Dominating a round stage is not a problem for the headliners, who are so at home in this format it’s a wonder they don’t have comfy chairs and a kettle up there with them. Appearing to the traditional tune of ‘Ecstasy of Gold’ a non-traditional 30 minutes late (due to some unspecified backstage drama if promoter Andy Copping’s Instagram is to be believed), the Four Horsemen launch straight into the first of the night’s seven songs from new album ‘Hardwired…To Self Destruct’, and proceed to do exactly what Metallica should do at this point in their career: play some hits, promote the new album, and offer a gigantic middle finger to anyone who dares call them a heritage act. As usual there is a structure to the set that allows for certain points to be opened up to surprises, and tonight’s elected deep cuts are arguably better than most, with fans treated to renditions of ‘Leper Messiah’, ‘Last Caress’, ‘Creeping Death’ and ‘Fade To Black’, the last of which is almost drowned out by the crowd, plus the frantic live debut of ‘Spit Out The Bone’ which delights a vast number of fans who have been calling out for it all evening. The new album fits surprisingly well into the set, perhaps better than ‘Death Magnetic’ did in 2009, although the all-band drum circle during ‘Now That We’re Dead’ was always going to be hard sell with a cynical British crowd, especially when the giant kettle drums seen on the U.S. stadium tour have been replaced by what look like Ikea storage boxes. Said boxes, however, form a large part of the show’s biggest success, namely the production. Hung high above the stage are several cubes which rise and fall throughout the show, screening the past, present and future of Metallica and tributes to Cliff Burton and London. On paper, and in photos, that maybe doesn’t sound all that great, but the reality is magnificently effective and at times as entertaining as watching the band itself as the cubes create weird and wonderful geometric patterns in the sky. Add to that a squadron of drones that float above the band during ‘Moth Into Flame’, making delicate formations like a tiny flock of radioactive starlings, and you’ve got yourself one of the most effortlessly cool stage shows in years.
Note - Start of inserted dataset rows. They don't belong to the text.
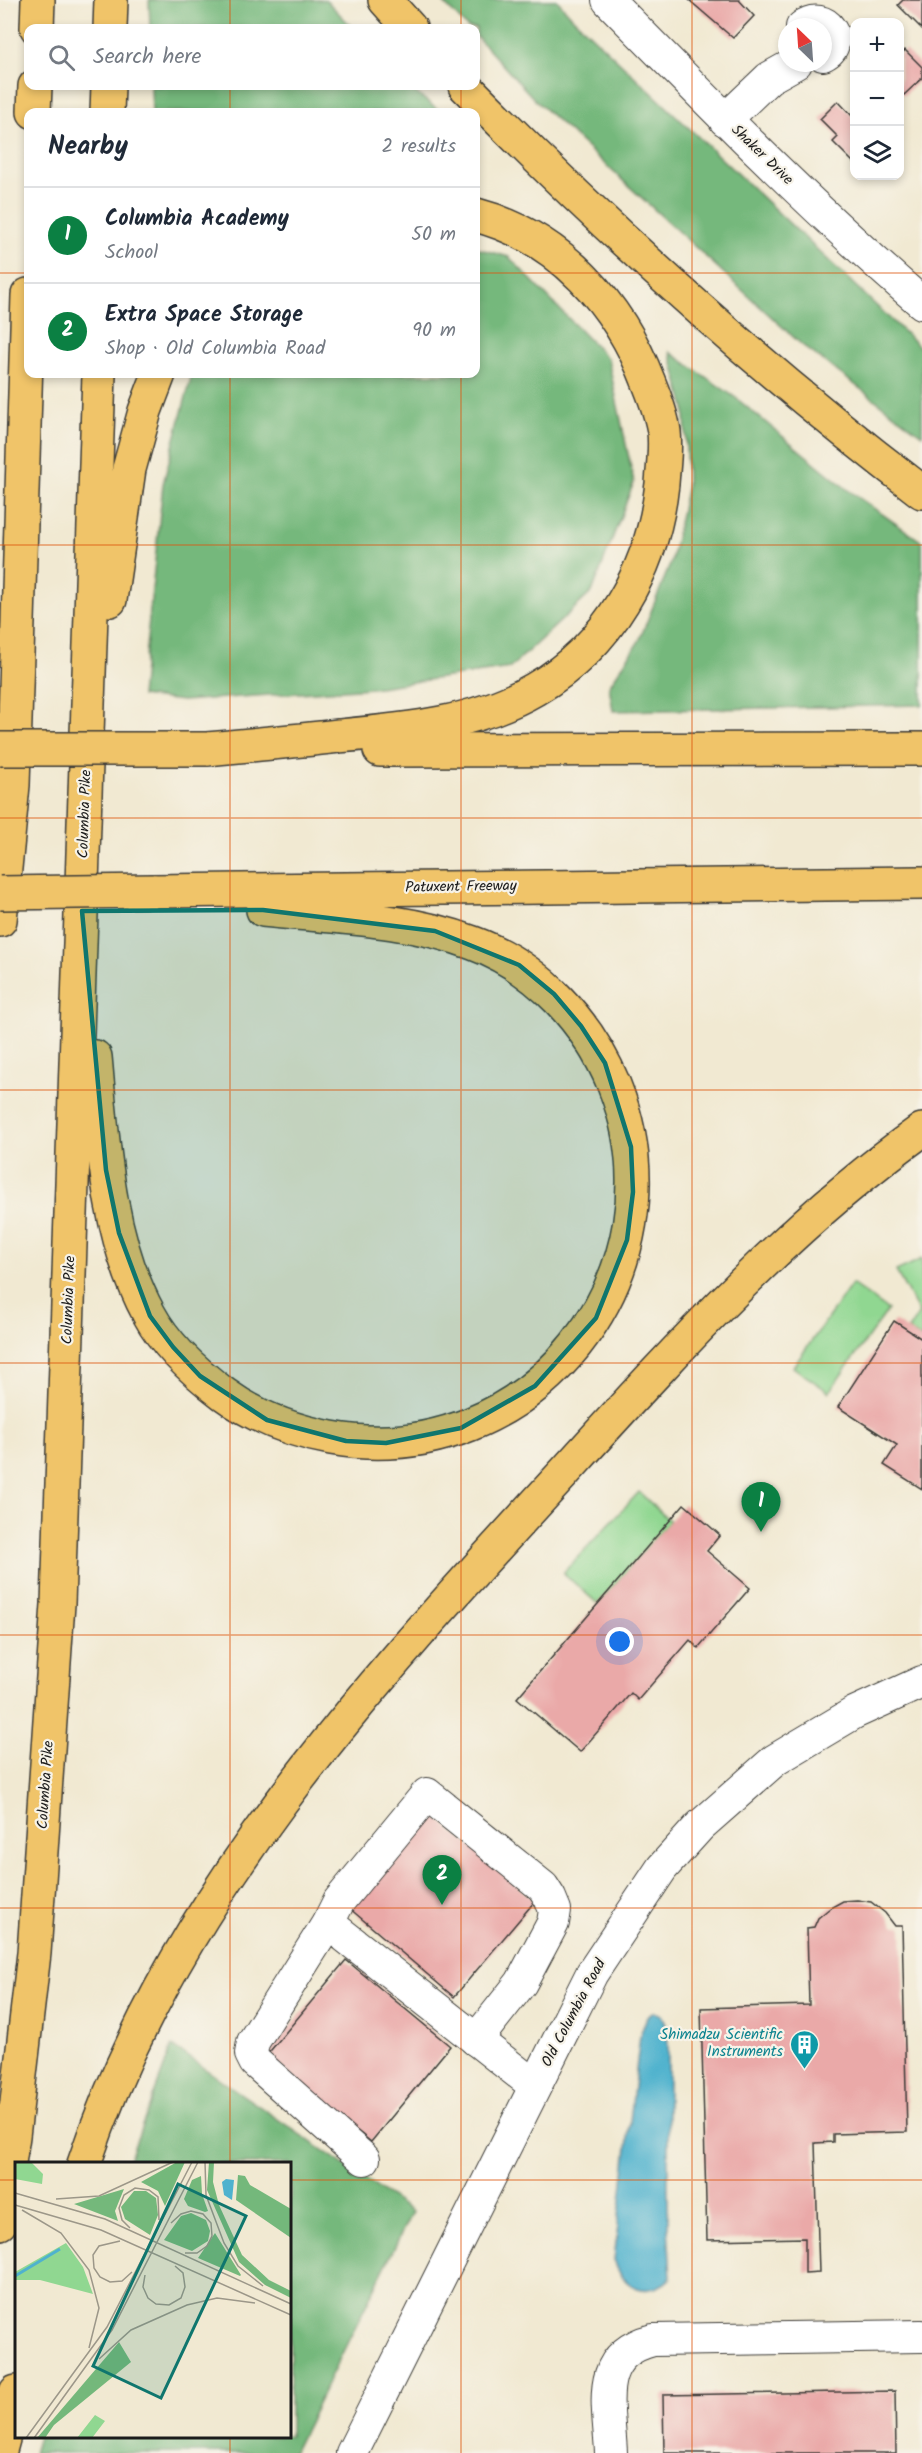 <!DOCTYPE html>
<html lang="en">
<head>
<meta charset="utf-8">
<style>
	:root { --surface:#fff; --page:#f2f2f3; --text:#1f2937; --muted:#747a83; --line:#e0e1e3; --accent:#0b8043 }
	body { margin:0; font-family:Kalam,sans-serif; background:var(--page); color:var(--text) }
	.controls { position:absolute; right:18px; top:18px; display:grid; overflow:hidden; border-radius:12px; box-shadow:0 3px 9px #0003 }
	.controls button { width:54px; height:54px; display:grid; place-items:center; padding:0; border:0; border-bottom:2px solid var(--line); background:var(--surface); color:var(--text); font:30px sans-serif }
	.compass { position:absolute; left:778px; top:18px; width:54px; height:54px; border-radius:50%; background:var(--surface); box-shadow:0 3px 9px #0003; rotate:335deg }
	.you { position:absolute; left:620px; top:1642px; width:21px; height:21px; margin:-15px; border:4px solid #fff; border-radius:50%; background:#1a73e8; box-shadow:0 0 0 9px #1a73e833 }
	.badge { display:grid; place-items:center; width:39px; height:39px; border-radius:50%; background:var(--accent); color:#fff; font-size:20px; font-weight:700 }
	.pin { position:absolute; translate:-50% -50px; filter:drop-shadow(0 2px 3px #0008) }
	.pin::after { content:''; position:absolute; top:32px; width:21px; height:18px; background:inherit; clip-path:polygon(0 0,100% 0,50% 100%) }
	.list { margin:0; padding:0; list-style:none }
	h2 { display:flex; justify-content:space-between; align-items:center; height:78px; margin:0; padding:0 24px; font-size:26px }
	h2 small { font-size:20px; font-weight:400; color:var(--muted) }
	.list li { display:grid; grid-template-columns:39px 1fr auto; gap:18px; align-items:center; box-sizing:border-box; height:96px; padding:0 24px; border-top:2px solid var(--line) }
	.list b { display:block; font-size:22px; white-space:nowrap }
	.list p { margin:0; font-size:20px; white-space:nowrap; color:var(--muted) }
	.list em { font-size:20px; font-style:normal; color:var(--muted) }
	.icon { flex:none; width:33px; height:33px; fill:none; stroke:currentColor; stroke-width:2; stroke-linecap:round; stroke-linejoin:round }
	.map { position:relative; flex:none; width:922px; height:2453px; overflow:hidden }
	.search { position:absolute; background:var(--surface); box-shadow:0 3px 9px #0003; left:24px; top:24px; width:456px; height:66px; display:flex; align-items:center; gap:15px; box-sizing:border-box; padding:0 21px; border-radius:12px; color:var(--muted); font-size:22px }
	.panel { position:absolute; background:var(--surface); box-shadow:0 3px 9px #0003; left:24px; top:108px; width:456px; height:270px; border-radius:12px }
	.map>svg:first-child { display:block }
</style>
</head>
<body>
<div class="map">
<svg width="922" height="2453" viewBox="0 0 922 2453">
	<rect width="100%" height="100%" fill="#f7f3e8"/>
	<filter id="ink" filterUnits="userSpaceOnUse"><feTurbulence type="fractalNoise" baseFrequency=".0167" numOctaves="2"/><feDisplacementMap in="SourceGraphic" scale="12" xChannelSelector="R" yChannelSelector="G"/><feConvolveMatrix kernelMatrix="1 2 1 2 8 2 1 2 1" color-interpolation-filters="sRGB"/></filter>
	<filter id="wash" filterUnits="userSpaceOnUse"><feTurbulence type="fractalNoise" baseFrequency=".008" numOctaves="4" result="noise"/><feDisplacementMap in="SourceGraphic" scale="24" xChannelSelector="R" yChannelSelector="G"/><feGaussianBlur stdDeviation="1.35" result="paint"/><feColorMatrix in="noise" values="0 0 0 0 0 0 0 0 0 0 0 0 0 0 0 0 0 1.4 0 .05"/><feComposite in="paint" operator="in"/></filter>
	<g filter="url(#wash)">
		<rect width="100%" height="100%" fill="#f1e9d2"/>
		<!-- green -->
		<g fill="#90d791" stroke="#567a56" stroke-width="1.5">
			<path d="M922 1259V1339L908 1330 919 1313 896 1271Z"/>
			<path d="M852 1284 888 1310 829 1392 793 1367Z"/>
			<path d="M639 1492 670 1521 598 1604 563 1573Z"/>
		</g>
		<!-- forest -->
		<g fill="#74b87b" stroke="#486a4c" stroke-width="1.5">
			<path d="M149 0H326L353 28H150Z"/>
			<path d="M441 0H557L572 17 922 349V435L802 345 535 100 476 36V28H468Z"/>
			<path d="M151 86H407L441 112H152Z"/>
			<path d="M476 248 509 257 608 359 634 482 592 592 510 668 372 688 182 701 141 696 163 484 192 374H476Z"/>
			<path d="M670 352 736 398 848 490 922 542V705L613 711 609 686 639 641 671 562 687 485 685 408Z"/>
			<path d="M172 2046 412 2212 293 2453H33L38 2437 290 2436V2164L128 2163Z"/>
		</g>
		<!-- water -->
		<path fill="#4fb2ce" stroke="#366775" stroke-width="1.5" d="M654 2012 662 2015 666 2025 668 2045V2226L671 2278C647 2300 623 2288 614 2260L640 2035 647 2017Z"/>
		<g id="blocks">
			<!-- building -->
			<g fill="#eaa9a8">
				<path d="M689 0H739L754 16 733 38Z"/>
				<path d="M903 0H922V29L898 5Z"/>
				<path d="M905 50 922 67V78L904 95 902 93 900 95V55Z"/>
				<path d="M838 101 854 118V163L833 142 838 137 820 119Z"/>
				<path d="M894 1321 922 1339V1489L884 1465 897 1445 838 1407Z"/>
				<path d="M684 1504 720 1535 707 1551 750 1588 698 1648 690 1640 638 1700 631 1693 580 1752 517 1698Z"/>
				<path d="M430 1812 535 1901 454 1997 349 1908Z"/>
				<path d="M857 1900 871 1902 885 1913 895 1926H902L907 2132 833 2134V2142L815 2143 819 2272 805 2273V2238L707 2240 701 2008 809 2005 807 1928 814 1927 818 1918 830 1908 843 1901Z"/>
				<path d="M346 1960 450 2046 371 2142 266 2056Z"/>
				<path d="M895 2391 896 2453H664L663 2395Z"/>
			</g>
		</g>
	</g>
	<g filter="url(#ink)">
		<use href="#blocks" fill-opacity="0" stroke="#3c3b37" stroke-width="1.5"/>
		<g fill="none" stroke-linecap="round" stroke-linejoin="round">
			<defs>
				<g id="minor">
					<path d="M608 0C710 104 812 208 922 303"/>
					<path d="M802 27C826 8 847 44 823 55"/>
					<path d="M725 120 769 78 796 63"/>
					<path d="M328 1923 535 2086"/>
					<path d="M364 2159 255 2062 251 2054 253 2042 328 1923 339 1901 427 1794 543 1887 550 1898 555 1910 553 1923 521 1983 476 2040"/>
					<path d="M352 2453 592 1973 662 1868 700 1826 775 1760 854 1713 922 1682"/>
					<path d="M611 2453C609 2405 593 2355 653 2340L922 2336"/>
				</g>
				<g id="highway">
					<path d="M385 0 410 28"/>
					<path d="M37 28 38 0"/>
					<path d="M110 28 111 0"/>
					<path d="M465 86C607 230 760 369 922 492"/>
					<path d="M34 112 35 86"/>
					<path d="M107 112 108 86"/>
					<path d="M110 600 129 469 145 411 159 374"/>
					<path d="M207 749C251 745 295 741 339 736 406 730 475 724 535 689 609 646 653 569 662 484 663 468 666 449 664 432 662 416 655 398 649 383 619 304 560 237 476 215"/>
					<path d="M380 750 922 749"/>
					<path d="M153 891 922 883"/>
					<path d="M0 920 13 785 28 295"/>
					<path d="M95 1057C103 1143 107 1237 149 1314 166 1346 196 1373 224 1394 257 1418 292 1431 331 1438 531 1474 689 1271 614 1085 588 1022 538 967 473 943 407 918 333 917 263 910"/>
					<path d="M84 2164C173 1895 374 1680 562 1475 674 1352 786 1227 922 1130"/>
					<path d="M0 2223 13 2136 34 1953 58 1604 99 374"/>
					<path d="M0 2450 16 2392"/>
				</g>
			</defs>
			<!-- minor casing -->
			<use href="#minor" stroke="#3c3b37" stroke-width="34"/>
			<!-- highway casing -->
			<use href="#highway" stroke="#3c3b37" stroke-width="36"/>
			<!-- minor -->
			<use href="#minor" stroke="#fff" stroke-width="32"/>
			<!-- highway -->
			<use href="#highway" stroke="#f0c469" stroke-width="33"/>
			<defs>
				<g id="highway-bridge">
					<path d="M0 749H207"/>
					<path d="M0 893 153 891"/>
				</g>
			</defs>
			<!-- highway-bridge casing -->
			<use href="#highway-bridge" stroke="#3c3b37" stroke-width="36" stroke-linecap="butt"/>
			<!-- highway-bridge -->
			<use href="#highway-bridge" stroke="#f0c469" stroke-width="33"/>
		</g>
	</g>
	<!-- marked area -->
	<path fill="#0f766e" fill-opacity="0.2" stroke="#0f766e" stroke-width="4.5" stroke-linejoin="round" d="M263 910 435 931 519 965 554 994 581 1026 605 1063 631 1147 633 1192 627 1240 596 1318 535 1386 461 1428 386 1443 346 1441 267 1420 200 1376 173 1347 150 1316 119 1233 106 1170 82 911Z"/>
	<!-- grid -->
	<path fill="none" stroke="#de560d" stroke-width="1.5" stroke-opacity="0.55" d="M230 0V28M461 0V28M692 0V2453M230 86V112M461 86V112M0 273H28M476 273H922M230 374V2164M461 374V2453M0 545H922M0 818H922M0 1090H922M0 1363H922M0 1635H922M0 1908H922M0 2180H16M290 2180H922M230 2436V2453"/>
	<!-- icons -->
	<defs>
		<symbol id="building-pin" viewBox="-11 -11 22 30"><path d="M0 17L-7.5 6A9.5 9.5 0 1 1 7.5 6Z" fill="#0f9aa8" stroke="#f7f3e8"/><path d="M-4-6H4V6H1V3H-1V6H-4ZM-2.5-4.3h1.7v1.8h-1.7ZM.8-4.3h1.7v1.8H.8ZM-2.5-1h1.7V.8h-1.7ZM.8-1h1.7V.8H.8Z" fill="#fff"/></symbol>
	</defs>
	<g fill-rule="evenodd">
		<use href="#building-pin" x="788" y="2028" width="33" height="45"/>
	</g>
	<g text-anchor="middle" dominant-baseline="central" stroke-width="4.5" stroke-linejoin="round" paint-order="stroke">
		<!-- street labels -->
		<g font-size="15" fill="#1c1c1c" stroke="#f7f3e8">
			<text transform="translate(762 155) rotate(44)">Shaker Drive</text>
			<text transform="translate(85 814) rotate(-88)">Columbia Pike</text>
			<text transform="translate(461 887) rotate(-1)">Patuxent Freeway</text>
			<text transform="translate(69 1300) rotate(-88)">Columbia Pike</text>
			<text transform="translate(46 1785) rotate(-86)">Columbia Pike</text>
			<text transform="translate(574 2013) rotate(-62)">Old Columbia Road</text>
		</g>
		<!-- culture labels -->
		<g font-size="15" fill="#0d838f" stroke="#f7f3e8" text-anchor="end">
			<text x="783" y="2035">Shimadzu Scientific<tspan x="783" dy="17">Instruments</tspan></text>
		</g>
	</g>
	<!-- overview -->
	<g transform="translate(15 2162)">
		<rect width="276" height="276" fill="#f1e9d2"/>
		<path d="M0 0H16L28 12 27 22 0 17ZM51 81 68 105 78 132 25 118H0V110ZM80 253 90 259 77 276H62Z" fill="#90d791"/>
		<path d="M162 0H170L150 44 143 29 126 20ZM194 0H199L198 20 204 43 227 93 254 118 276 129V136L250 123 224 100 192 28ZM223 13 230 14 235 23 276 47V76L221 38ZM186 14 187 32 193 49 190 50 173 44 169 37 177 18ZM109 27 100 49 103 59 59 42ZM119 29H131L141 36 143 53 135 73 110 57 106 45ZM176 51 191 58 195 69 193 79 177 89 149 78 166 54ZM200 71 226 113 225 114 183 96ZM104 180 116 200 39 263 30 276H22Z" fill="#74b87b"/>
		<path d="M211 17 219 18 217 38 209 33 207 20Z" fill="#4fb2ce"/>
		<path fill="none" stroke="#4fb2ce" stroke-width="3" d="M0 114 45 87"/>
		<path fill="none" stroke="#9c9789" stroke-width="1.5" d="M190 0 191 33 209 81 223 104 248 124M0 31 90 57 276 142M41 37 84 34 158 0M0 43 86 68 276 153M7 48 46 71 74 108 84 146 74 186M156 61 166 52 176 49 188 52 196 61 197 74 192 84 182 91H170M115 66 107 58 104 46 109 33 120 26 134 28 143 35 144 58M105 79 84 84 78 93 79 106 85 115 95 120 107 119 117 110M130 113 128 125 133 136 141 142 154 143 166 136 170 125 168 111 160 104M84 197 116 168 172 143 202 136 240 141M11 276 92 165 177 0M19 276 97 168 183 0"/>
		<path fill="#0f766e" fill-opacity="0.15" stroke="#0f766e" stroke-width="3" d="M163 22 231 54 146 236 78 204Z"/>
		<rect width="276" height="276" fill="none" stroke="#1c1c1c" stroke-width="3"/>
	</g>
</svg>
<div class="controls">
<button>+</button>
<button>−</button>
<button><svg class="icon" aria-label="layers" viewBox="0 0 24 24"><path d="M12 4l9 5-9 5-9-5zM3 14l9 5 9-5"/></svg></button>
</div>
<svg class="compass" viewBox="-18 -18 36 36"><path d="M0-13l5 13h-10z" fill="#e53935"/><path d="M0 13l5-13h-10z" fill="#747a83"/></svg>
<div class="you"></div>
<div class="pin badge" style="left:761px;top:1532px">1</div>
<div class="pin badge" style="left:442px;top:1905px">2</div>
<div class="search"><svg class="icon" aria-label="search" viewBox="0 0 24 24"><circle cx="10" cy="10" r="6"/><path d="M15 15l6 6"/></svg>Search here</div>
<section class="panel">
<h2>Nearby<small>2 results</small></h2>
<ul class="list">
<li><span class="badge">1</span><div><b>Columbia Academy</b><p>School</p></div><em>50 m</em></li>
<li><span class="badge">2</span><div><b>Extra Space Storage</b><p>Shop · Old Columbia Road</p></div><em>90 m</em></li>
</ul>
</section>
</div>
</body>
</html>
Which brings us to the band, who are on absolute fire tonight, all four members putting in a perfect 10 performance. The success of the new album has clearly given them a boost, and although there are more grey hairs on stage than a Dame Vera Lynn convention and Kirk can be seen massaging his arm on occasion to get the blood flowing, the energy and dedication can’t be faulted. Taking full advantage of the tiny stage, which makes the show feel more intimate than your nan’s kitchen, the band are constantly on the move, playing to specific pockets of the crowd, swapping microphones and huddling round the drumkit with the passion of a unit half their age. To set an attendance record at The O2 in 2017 is no mean feat, to break your own record two days later is phenomenal, and based on tonight’s show, it is entirely justified. Before this tour started, the biggest talking point was the ticket prices. Now that it’s finished, we can only ask when it’s coming back.